Husband of Sailor killed in Syria says she was forced on deployment despite bout with cancer

Navy Chief Cryptologic Technician Shannon M. Kent

The female Navy chief petty officer who was killed in Syria was cleared for deployment, despite having a physical condition that prevented her from pursuing military education opportunities- and now her family is speaking out.

Navy Chief Cryptologic Technician Shannon M. Kent was killed in action earlier this month during a suicide bombing in the Syrian city of Manbij. At the time of her death, she was 35 years of age and a married mother of two.

Joe Kent, a retired Green Beret warrant officer and Shannon Kent’s husband, is now asking the Navy to review the odd rule that forbade her from training to be a psychologist, but allowed her to continue to deploy.

“The regulation still hasn’t been fixed and that’s something we’re working on now,” the retired Green Beret said. “We’d like to change it in her honor.”

Mrs. Kent had previously beaten thyroid cancer, and was attempting to attend Officer Development School in June, following up with her academic plans as part of her commissioning program.

Instead, she was disqualified from the program due to her thyroid, sent on her 5th deployment, and killed less than two months after setting boots on ground.

“It is pretty unbelievable she was considered physically fit to be deployable and … for a special operation in Syria, but not for a classroom to be a psychologist,”Mr. Kent said of his late wife’s predicament with the Navy.

According to the Stars and Stripes, the thyroid cancer is suspected to have come from the burn pits Mrs. Kent was exposed to in her 20s, during one of the four deployments she made to Iraq and Afghanistan.

Despite having her thyroid removed while her husband was deployed, and having two boys Kent was initially accepted to attend the psychology program in February of last year.

Unfortunately for Kent, she was torpedoed by the section 15-34 of the Navy’s manual of Medical Department policy, which rejects several health conditions- including thyroid tumors.

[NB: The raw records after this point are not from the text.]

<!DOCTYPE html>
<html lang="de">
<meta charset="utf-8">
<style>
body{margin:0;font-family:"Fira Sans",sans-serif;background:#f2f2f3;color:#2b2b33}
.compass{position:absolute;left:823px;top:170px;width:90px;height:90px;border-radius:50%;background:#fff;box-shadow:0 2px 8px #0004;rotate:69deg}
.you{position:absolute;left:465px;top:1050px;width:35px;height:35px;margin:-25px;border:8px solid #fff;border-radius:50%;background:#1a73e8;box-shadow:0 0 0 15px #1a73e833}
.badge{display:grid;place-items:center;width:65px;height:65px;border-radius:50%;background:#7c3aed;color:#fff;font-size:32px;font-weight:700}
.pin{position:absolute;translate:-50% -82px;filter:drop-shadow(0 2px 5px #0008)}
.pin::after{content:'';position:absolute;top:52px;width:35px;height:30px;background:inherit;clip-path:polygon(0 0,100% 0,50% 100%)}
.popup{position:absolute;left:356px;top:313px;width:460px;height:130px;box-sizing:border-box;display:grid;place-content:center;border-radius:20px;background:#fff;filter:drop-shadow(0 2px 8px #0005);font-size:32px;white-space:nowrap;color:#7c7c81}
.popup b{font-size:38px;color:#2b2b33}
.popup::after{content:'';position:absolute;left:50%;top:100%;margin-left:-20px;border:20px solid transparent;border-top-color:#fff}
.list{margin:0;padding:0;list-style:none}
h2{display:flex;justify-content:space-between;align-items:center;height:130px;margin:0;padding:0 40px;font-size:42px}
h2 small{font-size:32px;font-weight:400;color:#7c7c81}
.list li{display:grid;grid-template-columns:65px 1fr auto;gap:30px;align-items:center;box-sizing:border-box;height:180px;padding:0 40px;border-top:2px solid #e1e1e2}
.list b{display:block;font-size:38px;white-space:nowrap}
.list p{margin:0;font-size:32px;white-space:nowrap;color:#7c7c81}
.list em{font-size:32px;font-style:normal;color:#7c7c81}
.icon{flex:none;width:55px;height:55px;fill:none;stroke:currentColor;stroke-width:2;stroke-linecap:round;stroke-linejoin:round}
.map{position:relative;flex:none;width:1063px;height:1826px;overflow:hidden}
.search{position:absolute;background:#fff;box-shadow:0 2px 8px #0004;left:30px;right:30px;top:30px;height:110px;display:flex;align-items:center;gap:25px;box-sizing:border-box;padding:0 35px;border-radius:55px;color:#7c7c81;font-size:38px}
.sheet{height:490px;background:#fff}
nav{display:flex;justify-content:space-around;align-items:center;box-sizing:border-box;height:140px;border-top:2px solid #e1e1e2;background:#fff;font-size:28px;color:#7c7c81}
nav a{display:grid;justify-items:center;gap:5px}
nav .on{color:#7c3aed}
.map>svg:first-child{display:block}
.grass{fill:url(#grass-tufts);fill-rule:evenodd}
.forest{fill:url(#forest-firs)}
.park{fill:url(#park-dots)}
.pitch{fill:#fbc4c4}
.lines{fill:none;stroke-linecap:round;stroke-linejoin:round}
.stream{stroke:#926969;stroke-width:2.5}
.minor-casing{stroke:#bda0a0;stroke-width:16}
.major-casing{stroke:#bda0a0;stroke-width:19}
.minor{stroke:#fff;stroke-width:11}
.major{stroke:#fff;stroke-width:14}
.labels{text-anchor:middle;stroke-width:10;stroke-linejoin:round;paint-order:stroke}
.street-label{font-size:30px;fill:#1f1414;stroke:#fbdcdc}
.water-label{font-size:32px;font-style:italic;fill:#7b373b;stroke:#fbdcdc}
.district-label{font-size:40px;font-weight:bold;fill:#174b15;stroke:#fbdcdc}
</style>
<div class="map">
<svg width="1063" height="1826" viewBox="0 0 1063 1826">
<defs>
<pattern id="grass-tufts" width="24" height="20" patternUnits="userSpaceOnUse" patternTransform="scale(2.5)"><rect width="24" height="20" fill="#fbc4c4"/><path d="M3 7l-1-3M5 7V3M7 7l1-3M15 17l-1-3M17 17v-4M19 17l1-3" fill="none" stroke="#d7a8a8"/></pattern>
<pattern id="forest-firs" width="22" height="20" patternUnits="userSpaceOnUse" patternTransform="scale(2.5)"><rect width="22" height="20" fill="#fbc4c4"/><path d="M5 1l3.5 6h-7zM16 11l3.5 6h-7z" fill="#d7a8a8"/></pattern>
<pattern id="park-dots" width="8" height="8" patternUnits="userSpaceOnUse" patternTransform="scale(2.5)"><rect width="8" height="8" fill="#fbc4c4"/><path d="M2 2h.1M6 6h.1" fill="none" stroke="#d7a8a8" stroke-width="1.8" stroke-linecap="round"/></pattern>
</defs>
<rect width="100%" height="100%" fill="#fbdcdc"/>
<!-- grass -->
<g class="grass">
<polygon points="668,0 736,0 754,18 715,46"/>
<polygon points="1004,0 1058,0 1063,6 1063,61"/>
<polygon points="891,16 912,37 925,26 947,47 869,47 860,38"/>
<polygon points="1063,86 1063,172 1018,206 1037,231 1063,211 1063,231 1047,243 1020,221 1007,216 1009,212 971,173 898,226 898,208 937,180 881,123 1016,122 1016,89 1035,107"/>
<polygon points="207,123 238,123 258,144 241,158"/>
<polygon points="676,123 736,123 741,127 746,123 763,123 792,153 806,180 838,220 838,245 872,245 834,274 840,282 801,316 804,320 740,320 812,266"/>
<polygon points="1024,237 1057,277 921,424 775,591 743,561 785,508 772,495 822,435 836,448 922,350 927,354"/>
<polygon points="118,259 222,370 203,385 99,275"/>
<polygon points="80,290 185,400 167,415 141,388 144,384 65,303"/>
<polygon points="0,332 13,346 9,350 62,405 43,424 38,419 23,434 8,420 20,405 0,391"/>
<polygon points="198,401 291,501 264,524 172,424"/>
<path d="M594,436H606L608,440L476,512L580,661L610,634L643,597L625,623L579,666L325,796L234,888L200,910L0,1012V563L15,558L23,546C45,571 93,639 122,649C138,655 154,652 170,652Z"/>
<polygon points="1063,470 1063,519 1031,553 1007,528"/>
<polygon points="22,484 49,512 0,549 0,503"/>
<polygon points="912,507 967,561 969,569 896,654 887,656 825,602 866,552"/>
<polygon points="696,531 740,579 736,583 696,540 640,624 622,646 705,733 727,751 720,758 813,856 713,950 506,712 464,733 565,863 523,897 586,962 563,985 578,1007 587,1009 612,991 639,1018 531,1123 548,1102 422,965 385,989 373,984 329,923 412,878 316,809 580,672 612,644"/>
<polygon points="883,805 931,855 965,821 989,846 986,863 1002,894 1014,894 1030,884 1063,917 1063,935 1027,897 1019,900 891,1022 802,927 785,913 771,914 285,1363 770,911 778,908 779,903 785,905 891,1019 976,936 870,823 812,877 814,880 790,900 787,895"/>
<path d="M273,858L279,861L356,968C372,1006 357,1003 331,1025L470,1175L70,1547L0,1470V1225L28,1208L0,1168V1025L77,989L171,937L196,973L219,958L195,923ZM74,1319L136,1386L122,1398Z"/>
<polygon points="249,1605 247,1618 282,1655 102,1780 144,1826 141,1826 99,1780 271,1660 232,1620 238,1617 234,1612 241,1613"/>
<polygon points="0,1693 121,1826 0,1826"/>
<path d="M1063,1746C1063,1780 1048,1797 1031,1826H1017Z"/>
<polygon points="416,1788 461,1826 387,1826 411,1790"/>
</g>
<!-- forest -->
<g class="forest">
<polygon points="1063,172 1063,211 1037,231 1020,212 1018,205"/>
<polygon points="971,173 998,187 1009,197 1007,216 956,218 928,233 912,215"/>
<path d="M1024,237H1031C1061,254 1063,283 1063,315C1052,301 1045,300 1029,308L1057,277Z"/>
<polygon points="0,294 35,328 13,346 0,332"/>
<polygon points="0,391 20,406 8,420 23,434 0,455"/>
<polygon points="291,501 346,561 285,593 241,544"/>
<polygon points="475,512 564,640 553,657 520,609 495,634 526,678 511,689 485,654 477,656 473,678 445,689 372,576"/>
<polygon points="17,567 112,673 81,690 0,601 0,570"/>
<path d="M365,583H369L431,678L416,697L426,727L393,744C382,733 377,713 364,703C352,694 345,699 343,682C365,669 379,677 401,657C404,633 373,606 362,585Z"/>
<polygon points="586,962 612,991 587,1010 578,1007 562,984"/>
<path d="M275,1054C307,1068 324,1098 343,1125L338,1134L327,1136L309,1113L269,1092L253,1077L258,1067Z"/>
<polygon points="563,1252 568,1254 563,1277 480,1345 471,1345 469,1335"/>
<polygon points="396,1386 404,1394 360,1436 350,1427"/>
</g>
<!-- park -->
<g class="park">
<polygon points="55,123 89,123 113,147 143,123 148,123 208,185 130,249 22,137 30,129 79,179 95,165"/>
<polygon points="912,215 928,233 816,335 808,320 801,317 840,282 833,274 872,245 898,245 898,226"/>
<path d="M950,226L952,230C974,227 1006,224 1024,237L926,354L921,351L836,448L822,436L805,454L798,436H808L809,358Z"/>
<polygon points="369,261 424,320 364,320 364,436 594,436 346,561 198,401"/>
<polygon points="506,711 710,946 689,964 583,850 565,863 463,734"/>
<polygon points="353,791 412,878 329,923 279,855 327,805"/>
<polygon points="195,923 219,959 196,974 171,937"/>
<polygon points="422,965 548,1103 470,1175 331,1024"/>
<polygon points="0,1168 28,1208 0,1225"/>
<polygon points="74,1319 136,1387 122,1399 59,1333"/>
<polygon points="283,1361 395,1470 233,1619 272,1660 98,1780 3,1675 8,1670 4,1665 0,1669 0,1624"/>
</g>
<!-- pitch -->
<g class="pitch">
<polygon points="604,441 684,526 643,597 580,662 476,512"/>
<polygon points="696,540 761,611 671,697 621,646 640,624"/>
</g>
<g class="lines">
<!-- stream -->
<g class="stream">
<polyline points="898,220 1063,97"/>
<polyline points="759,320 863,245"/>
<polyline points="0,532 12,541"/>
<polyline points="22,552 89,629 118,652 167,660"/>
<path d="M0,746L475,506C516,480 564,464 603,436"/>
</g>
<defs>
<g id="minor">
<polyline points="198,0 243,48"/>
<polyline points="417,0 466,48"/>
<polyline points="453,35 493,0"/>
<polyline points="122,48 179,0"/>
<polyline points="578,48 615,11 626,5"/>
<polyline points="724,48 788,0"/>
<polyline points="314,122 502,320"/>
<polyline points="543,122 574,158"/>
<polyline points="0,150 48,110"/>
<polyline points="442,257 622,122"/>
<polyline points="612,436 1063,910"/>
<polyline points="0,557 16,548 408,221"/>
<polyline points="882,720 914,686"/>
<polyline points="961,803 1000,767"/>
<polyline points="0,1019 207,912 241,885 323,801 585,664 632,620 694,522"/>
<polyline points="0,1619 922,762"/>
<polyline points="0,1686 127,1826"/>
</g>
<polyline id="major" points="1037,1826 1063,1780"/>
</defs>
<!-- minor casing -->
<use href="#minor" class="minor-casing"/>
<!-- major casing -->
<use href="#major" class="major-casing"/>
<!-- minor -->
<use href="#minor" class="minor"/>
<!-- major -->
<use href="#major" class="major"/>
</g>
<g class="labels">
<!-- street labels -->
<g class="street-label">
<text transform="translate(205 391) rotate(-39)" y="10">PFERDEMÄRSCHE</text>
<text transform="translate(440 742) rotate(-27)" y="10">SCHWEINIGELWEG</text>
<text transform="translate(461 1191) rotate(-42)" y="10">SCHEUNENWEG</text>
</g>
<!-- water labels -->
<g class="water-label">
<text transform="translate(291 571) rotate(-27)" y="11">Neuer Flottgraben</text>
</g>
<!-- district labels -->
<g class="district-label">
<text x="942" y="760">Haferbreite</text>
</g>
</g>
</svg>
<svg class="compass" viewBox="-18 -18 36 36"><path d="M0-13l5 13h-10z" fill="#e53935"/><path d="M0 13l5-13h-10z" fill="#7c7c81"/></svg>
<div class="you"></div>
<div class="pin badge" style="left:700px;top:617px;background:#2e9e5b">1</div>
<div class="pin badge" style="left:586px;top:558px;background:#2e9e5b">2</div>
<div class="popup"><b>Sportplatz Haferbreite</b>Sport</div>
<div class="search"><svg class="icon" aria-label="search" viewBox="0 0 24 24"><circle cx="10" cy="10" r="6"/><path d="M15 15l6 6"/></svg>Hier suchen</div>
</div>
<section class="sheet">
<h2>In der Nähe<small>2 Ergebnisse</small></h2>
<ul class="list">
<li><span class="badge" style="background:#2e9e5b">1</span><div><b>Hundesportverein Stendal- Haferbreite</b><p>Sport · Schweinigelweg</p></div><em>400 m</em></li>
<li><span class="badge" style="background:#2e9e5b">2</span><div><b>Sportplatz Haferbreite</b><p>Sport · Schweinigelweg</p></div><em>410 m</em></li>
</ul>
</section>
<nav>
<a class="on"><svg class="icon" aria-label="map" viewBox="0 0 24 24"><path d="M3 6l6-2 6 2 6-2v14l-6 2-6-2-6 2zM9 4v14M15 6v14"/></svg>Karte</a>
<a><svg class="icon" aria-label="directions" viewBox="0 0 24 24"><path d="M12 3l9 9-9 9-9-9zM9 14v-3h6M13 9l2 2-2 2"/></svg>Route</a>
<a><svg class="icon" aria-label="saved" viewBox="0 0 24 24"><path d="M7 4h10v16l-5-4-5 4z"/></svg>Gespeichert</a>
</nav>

With a denial formally submitted, the Navy was free to deploy Kent to a combat zone, and issued orders days later.



Kent’s family has a clear demand in the aftermath of her combat death- change the rule. “We want the regulation changed…to retention standards,” Joe Kent said. “Basically, if you are fit enough to remain in the service, you should be fit enough to apply for a commissioning program.”

The United States Navy is currently reviewing ways to change the policy, but have not made any formal decisions as of yet.